Objectives: Identification of people with lower (white-coat effect) or higher (masked effect) blood pressure at home compared to the clinic usually requires ambulatory or home monitoring. This study assessed whether changes in SBP with repeated measurement at a single clinic predict subsequent differences between clinic and home measurements.
Methods: This study used an observational cohort design and included 220 individuals aged 35–84 years, receiving treatment for hypertension, but whose SBP was not controlled. The characteristics of change in SBP over six clinic readings were defined as the SBP drop, the slope and the quadratic coefficient using polynomial regression modelling. The predictive abilities of these characteristics for lower or higher home SBP readings were investigated with logistic regression and repeated operating characteristic analysis.
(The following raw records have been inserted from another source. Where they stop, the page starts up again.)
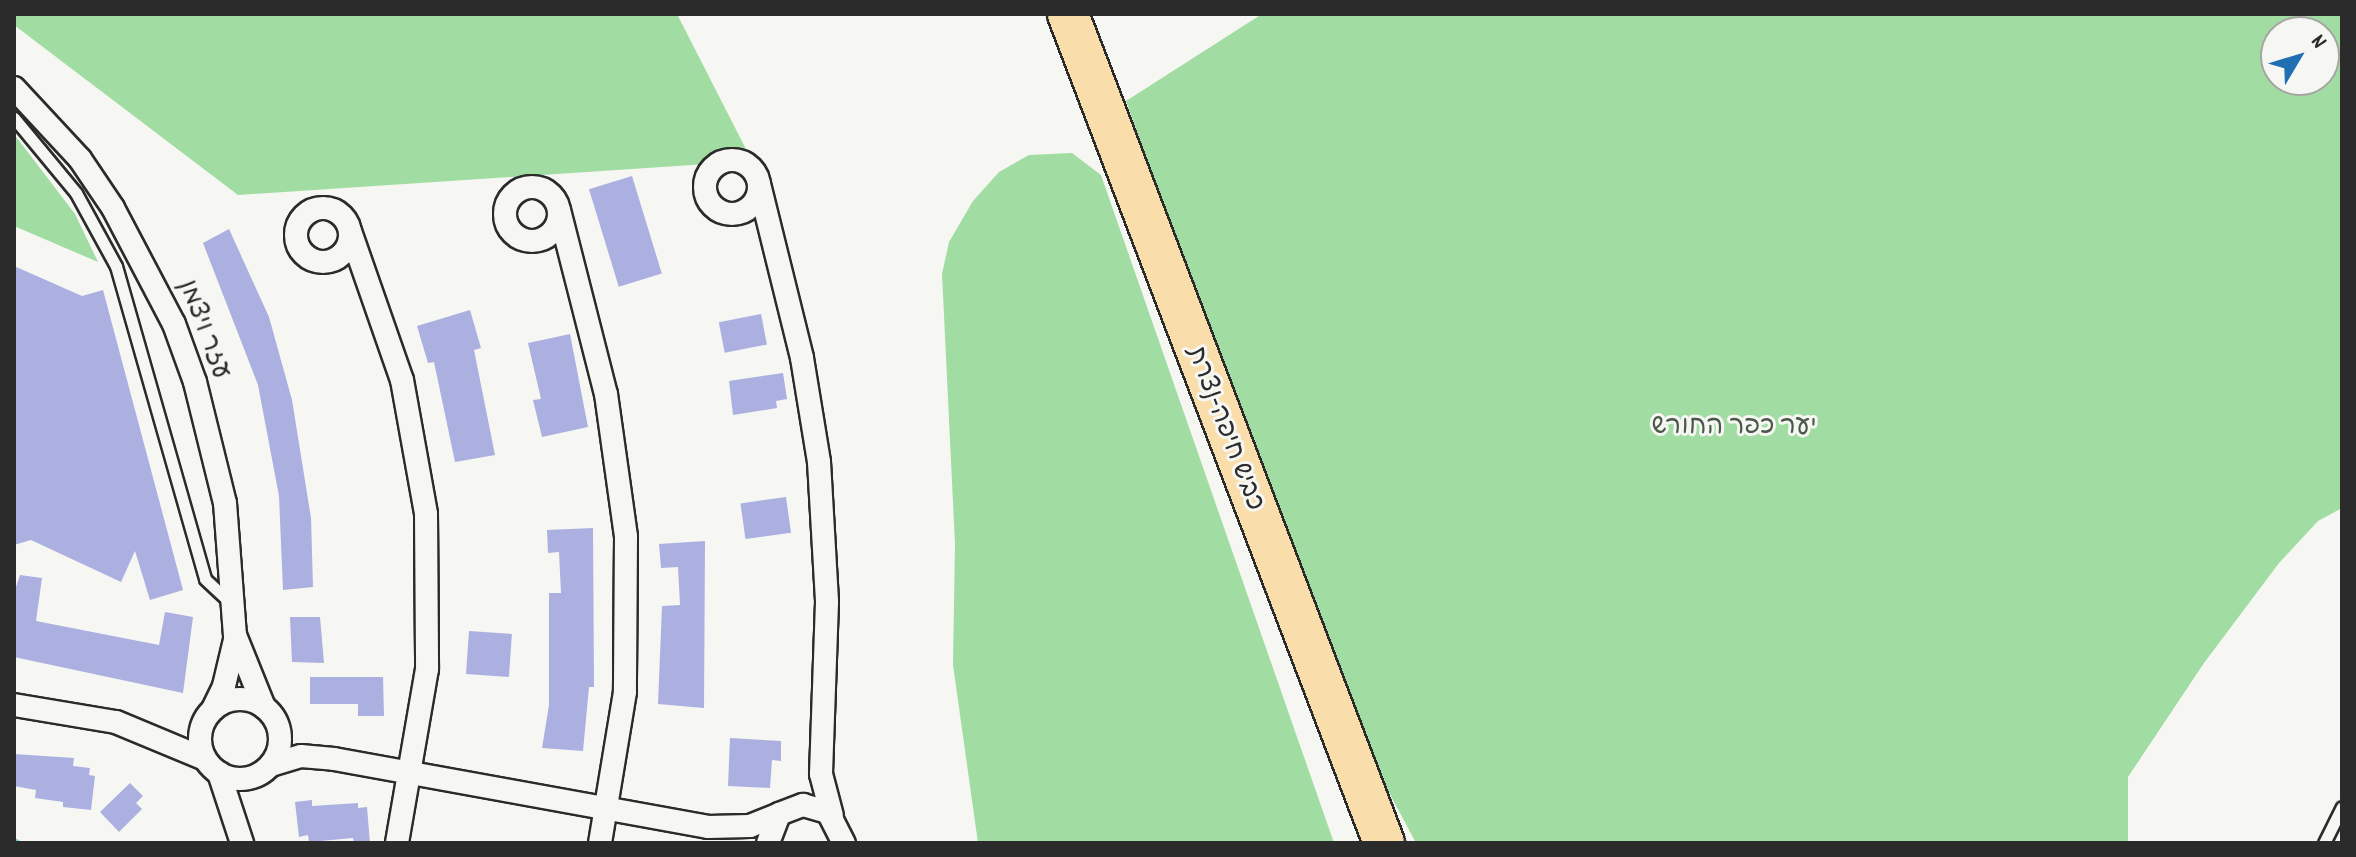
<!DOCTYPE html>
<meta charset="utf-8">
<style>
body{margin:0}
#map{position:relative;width:2356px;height:857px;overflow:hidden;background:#f6f6f2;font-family:Dekko,"Playpen Sans Hebrew",sans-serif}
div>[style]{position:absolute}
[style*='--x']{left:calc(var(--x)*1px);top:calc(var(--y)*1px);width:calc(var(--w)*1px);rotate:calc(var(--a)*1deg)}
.green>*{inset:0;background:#a1dda3}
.stream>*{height:6px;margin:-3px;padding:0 3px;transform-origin:3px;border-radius:3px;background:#7acbd4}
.building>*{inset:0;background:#abb0e1;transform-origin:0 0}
.roads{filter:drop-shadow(2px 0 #2b2b2b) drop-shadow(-2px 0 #2b2b2b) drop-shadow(0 2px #2b2b2b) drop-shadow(0 -2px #2b2b2b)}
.lane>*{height:11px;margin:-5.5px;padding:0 5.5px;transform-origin:5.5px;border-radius:5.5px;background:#f6f6f2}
.street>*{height:22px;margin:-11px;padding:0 11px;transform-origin:11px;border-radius:11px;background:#f6f6f2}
.street>.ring{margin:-11px;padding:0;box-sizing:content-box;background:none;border:22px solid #f6f6f2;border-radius:50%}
.highway>*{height:40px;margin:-20px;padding:0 20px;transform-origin:20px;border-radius:20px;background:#f9deab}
span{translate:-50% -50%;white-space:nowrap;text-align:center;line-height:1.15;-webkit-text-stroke:6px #f6f6f2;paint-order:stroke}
.street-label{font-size:26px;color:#2b2b2b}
.park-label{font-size:26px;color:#485849}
.frame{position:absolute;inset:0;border:16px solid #2b2b2b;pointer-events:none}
.north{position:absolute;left:2260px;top:16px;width:80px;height:80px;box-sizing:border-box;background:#f6f6f2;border:2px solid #a5a5a2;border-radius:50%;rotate:52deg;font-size:22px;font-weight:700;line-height:32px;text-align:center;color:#2b2b2b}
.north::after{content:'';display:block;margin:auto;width:28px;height:36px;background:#1f6fb2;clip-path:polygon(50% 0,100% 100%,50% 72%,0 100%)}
</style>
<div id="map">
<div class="green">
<i style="clip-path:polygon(14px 14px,677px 14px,752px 161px,238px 195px,14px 25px)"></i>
<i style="clip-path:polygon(evenodd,1262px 14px,2342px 14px,2342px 508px,2318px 521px,2279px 563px,2204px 663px,2128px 777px,2128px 843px,1416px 843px,1336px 693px,1126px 101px,1262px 14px,2276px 32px,2324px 32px,2324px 80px,2276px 80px,2276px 32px)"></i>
<i style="clip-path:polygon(14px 134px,75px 214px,98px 262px,14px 226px)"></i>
<i style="clip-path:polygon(1072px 153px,1101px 175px,1334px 843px,978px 843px,953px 665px,955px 544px,942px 274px,949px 242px,973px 201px,999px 172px,1029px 155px)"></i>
</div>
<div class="stream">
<i style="--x:14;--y:841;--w:4;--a:27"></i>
</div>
<div class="building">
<i style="left:632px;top:176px;width:102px;height:45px;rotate:73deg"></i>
<i style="clip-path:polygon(229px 229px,269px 317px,292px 400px,311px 518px,313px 587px,283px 590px,279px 496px,258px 385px,203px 243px)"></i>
<i style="clip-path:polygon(14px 266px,82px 296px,103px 290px,183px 590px,150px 600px,135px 551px,121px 582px,31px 540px,14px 545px)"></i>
<i style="clip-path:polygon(470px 310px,481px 348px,474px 350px,495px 455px,455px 462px,434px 362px,428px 363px,417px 326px)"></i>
<i style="left:761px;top:314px;width:31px;height:43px;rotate:79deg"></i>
<i style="clip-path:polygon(570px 334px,588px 427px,542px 437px,533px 400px,541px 399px,528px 343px)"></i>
<i style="clip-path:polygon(783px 373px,787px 399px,776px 401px,777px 408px,733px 415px,729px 381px)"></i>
<i style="left:786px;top:497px;width:36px;height:46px;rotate:82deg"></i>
<i style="clip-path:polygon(593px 528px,594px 687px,589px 687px,583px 751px,542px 748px,549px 705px,549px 593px,561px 593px,559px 552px,548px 553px,547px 530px)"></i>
<i style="clip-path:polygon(705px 541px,704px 708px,658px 704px,662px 606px,680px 605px,678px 567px,661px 568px,659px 544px)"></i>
<i style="clip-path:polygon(20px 575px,42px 578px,36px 621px,159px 645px,165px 612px,193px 617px,183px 693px,14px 657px,14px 593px)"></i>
<i style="clip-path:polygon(290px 617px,320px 617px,324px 663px,292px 662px)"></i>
<i style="left:469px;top:631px;width:43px;height:43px;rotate:4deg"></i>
<i style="clip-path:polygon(310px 677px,383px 677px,384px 716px,358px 716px,358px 704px,310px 704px)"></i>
<i style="clip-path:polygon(730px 738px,781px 741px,781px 761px,772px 760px,770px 788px,728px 786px)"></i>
<i style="clip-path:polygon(14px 754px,74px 758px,73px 766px,90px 768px,89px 775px,95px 776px,91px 810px,63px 807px,63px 802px,35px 798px,36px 790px,14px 786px)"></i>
<i style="clip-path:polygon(130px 783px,143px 796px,136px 803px,142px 809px,119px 832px,100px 812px)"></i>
<i style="clip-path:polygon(312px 800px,312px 806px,358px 803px,358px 808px,367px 807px,370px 843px,354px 843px,353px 838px,309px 842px,308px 835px,299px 837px,295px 802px)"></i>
</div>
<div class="roads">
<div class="lane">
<i style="--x:14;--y:118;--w:97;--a:50.4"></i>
<i style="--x:76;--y:193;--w:83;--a:61.3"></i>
<i style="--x:116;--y:266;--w:325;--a:74.1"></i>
<i style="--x:205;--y:579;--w:37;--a:43"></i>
<i style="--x:2324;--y:843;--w:40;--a:-63.4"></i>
</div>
<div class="street">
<i style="--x:14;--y:88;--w:97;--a:47.1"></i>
<i style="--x:80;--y:159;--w:59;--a:56"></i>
<i style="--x:113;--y:208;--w:131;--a:62.3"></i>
<i style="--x:174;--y:324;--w:62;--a:70.1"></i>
<i style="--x:195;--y:382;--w:125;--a:76.1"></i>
<i style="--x:225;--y:503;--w:132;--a:85.7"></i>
<i style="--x:235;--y:635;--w:78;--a:68.1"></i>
<i class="ring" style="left:705px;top:160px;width:32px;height:32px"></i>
<i style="--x:759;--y:184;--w:179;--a:76.1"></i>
<i style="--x:802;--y:358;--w:105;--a:80.7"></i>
<i style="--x:819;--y:462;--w:140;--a:86.7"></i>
<i style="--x:827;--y:602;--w:172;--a:92"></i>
<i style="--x:821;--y:774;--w:43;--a:75.3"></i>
<i class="ring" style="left:505px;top:187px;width:32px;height:32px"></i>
<i class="ring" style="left:296px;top:208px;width:32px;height:32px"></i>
<i style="--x:559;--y:210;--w:190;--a:75.7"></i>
<i style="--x:606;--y:394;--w:144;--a:82"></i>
<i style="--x:626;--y:537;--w:155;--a:90.4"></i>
<i style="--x:625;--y:692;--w:153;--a:99.4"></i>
<i style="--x:350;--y:231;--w:158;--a:70.8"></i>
<i style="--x:402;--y:380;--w:136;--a:79.8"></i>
<i style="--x:426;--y:514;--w:155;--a:89.6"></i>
<i style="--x:427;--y:669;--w:177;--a:99.8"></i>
<i class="ring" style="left:200px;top:699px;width:58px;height:58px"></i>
<i style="--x:14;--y:705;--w:103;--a:9.5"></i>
<i style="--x:116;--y:722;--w:96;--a:22.6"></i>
<i style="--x:213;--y:709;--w:25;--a:-64"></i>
<i style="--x:224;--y:686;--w:47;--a:-76.6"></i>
<i style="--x:271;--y:765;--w:31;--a:-17"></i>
<i style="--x:301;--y:756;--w:33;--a:5"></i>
<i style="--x:334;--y:759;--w:380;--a:10.3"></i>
<i style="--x:708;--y:827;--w:42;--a:-1.4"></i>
<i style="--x:750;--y:826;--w:31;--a:-22"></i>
<i style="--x:219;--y:773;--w:74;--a:71.8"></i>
<i style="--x:768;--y:843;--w:31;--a:-69"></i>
<i style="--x:779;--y:814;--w:26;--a:-21"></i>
<i style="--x:803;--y:805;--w:26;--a:16"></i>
<i style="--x:828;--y:812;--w:35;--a:63"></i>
</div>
<div class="highway">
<i style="--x:1068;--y:14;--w:887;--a:69.13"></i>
</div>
</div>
<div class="street-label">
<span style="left:203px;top:330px;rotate:69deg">עזר ויצמן</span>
<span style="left:1224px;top:429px;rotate:69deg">כביש חיפה-נצרת</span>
</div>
<div class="park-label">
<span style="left:1734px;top:428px">יער כפר החורש</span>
</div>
<div class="frame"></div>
<div class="north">N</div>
</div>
Results: The single clinic SBP drop was predictive of the white-coat effect with a sensitivity of 90%, specificity of
50%, positive predictive value of 56% and negative predictive value of 88%. Predictive values for the masked effect and those of the slope and quadratic coefficient were slightly lower, but when the slope and quadratic variables were combined, the sensitivity, specificity, positive and negative predictive values for the masked effect were improved to 91, 48, 24 and 97%,
respectively.
Conclusion: Characteristics obtainable from multiple SBP measurements in a single clinic in patients with treated
hypertension appear to reasonably predict those unlikely to have a large white-coat or masked effect, potentially
allowing better targeting of out-of-office monitoring in routine clinical practice.